Wednesday, March 19, 2008

Five Years On

Over 4,000 US dead, no one seems able or willing to count Iraqi casualties. $600 billion spent, with a price tag that appears to be headed into the trillions. As someone recently pointed out, that's a million million. To put that in perspective, my net worth is $4 million, more or less. With that kind of resources I never need to work again if I don't want to (and I don't). That means that the money we spent on the Iraq fiasco would allow the population of Portland, OR, my hometown, to retire. The whole thing.

We aren't even counting the number of Iraqi's whose lives have been uprooted entirely, who have fled to other countries. The number of American families whose lives will never be the same because of death or disfigurement to one of the parents or children.
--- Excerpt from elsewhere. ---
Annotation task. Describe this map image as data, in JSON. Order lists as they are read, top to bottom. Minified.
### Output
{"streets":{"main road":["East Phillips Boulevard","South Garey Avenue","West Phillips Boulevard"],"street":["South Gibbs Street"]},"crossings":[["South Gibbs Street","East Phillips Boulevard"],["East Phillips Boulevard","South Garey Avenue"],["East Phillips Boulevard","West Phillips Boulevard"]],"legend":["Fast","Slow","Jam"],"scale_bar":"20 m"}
And, as far as I can tell, the *only* reason that America (not the architects of this fiasco - we may never know the calculus that led to this war, but we can be reasonably certain it was for personal gain in large measure) has supported this war at all (and those who know me know that I have *never* supported this war - I take no pride in having nearly every single argument against it borne out) is that we wanted our pound of flesh for 9/11.

I think we've gotten it. If revenge doesn't have the sweetness we thought it would, it's because it never does. Christianity, something many supporters of Bush and therefore the Iraq War profess to follow, teaches us to turn the other cheek. We, on the other hand, have responded to a disagreement with our neighbor by bulldozing his house and all of his friend's homes as well. And anyone he may have said hello to. And anyone who looks like him. Especially people who looked like him.

And that is the scariest thing of all, because Iraq had nothing, *nothing* to do with 9/11 other than that the people who lived there are the same general culture as those who flew the planes into the buildings. And we let a bunch of cretins with no honor use our inability to distinguish the acts of 20 people from the lives of 20 million bulldoze their homes. And let them torture people - a friend of my mother's that I've stopped having *any* political discourse said, and I quote, "Well, how else are we going to get information from these people?" How can you have an intelligent conversation with someone who can't grasp the idea that we are only as noble and good as our actions?

I just wish I knew what to do so that I could ensure it would never happen again. Whether it's slavery in the South, internment of Japanese-Americans during WWII, extermination of the European Jews, Communist pogroms against intellectuals and dissidents, organized discrimination of homosexuality, or a thousand other examples from history, it's quite clear to me that humanity is nothing special and that the universe as a whole would be better off without us.

Remarkably, that's what supporters of the Iraq War were saying about Saddam just about the time it became clear that we were not going to find weapons of mass destruction, that the oil revenues would not pay for the war, and that democracy wasn't going to flourish (as if that was *ever* an actual goal). But hey, we have a really cool bunch of rather permanent looking military bases.